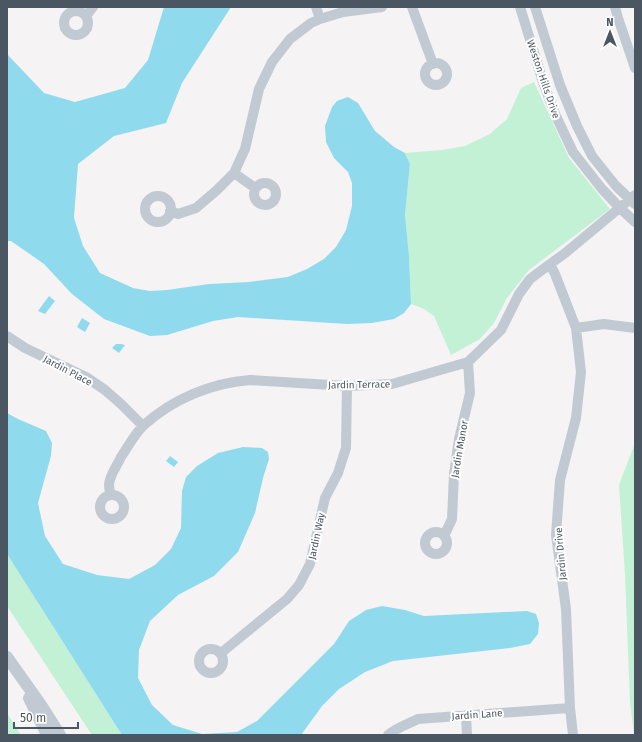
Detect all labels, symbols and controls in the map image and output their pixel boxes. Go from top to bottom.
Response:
north arrow [590,12,630,52]
text: N [606,16,614,29]
street label: Weston Hills Drive [524,38,562,120]
street label: Jardin Place [41,353,94,389]
street label: Jardin Terrace [328,378,390,392]
street label: Jardin Manor [449,419,471,479]
street label: Jardin Way [306,512,328,561]
street label: Jardin Drive [553,527,569,581]
scale bar [14,704,78,730]
street label: Jardin Lane [451,707,503,723]
text: 50 m [20,711,46,725]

- [WORK TO COMPLETE] Output each record above exactly as it stands, excluding all pictures.

- [ANSWER FOR THIS EXERCISE]
Detect all labels, symbols and controls in the map image and output their pixel boxes. Go from top to bottom.
Response:
north arrow [590,12,630,52]
text: N [606,16,614,29]
street label: Weston Hills Drive [524,38,562,120]
street label: Jardin Place [41,353,94,389]
street label: Jardin Terrace [328,378,390,392]
street label: Jardin Manor [449,419,471,479]
street label: Jardin Way [306,512,328,561]
street label: Jardin Drive [553,527,569,581]
scale bar [14,704,78,730]
street label: Jardin Lane [451,707,503,723]
text: 50 m [20,711,46,725]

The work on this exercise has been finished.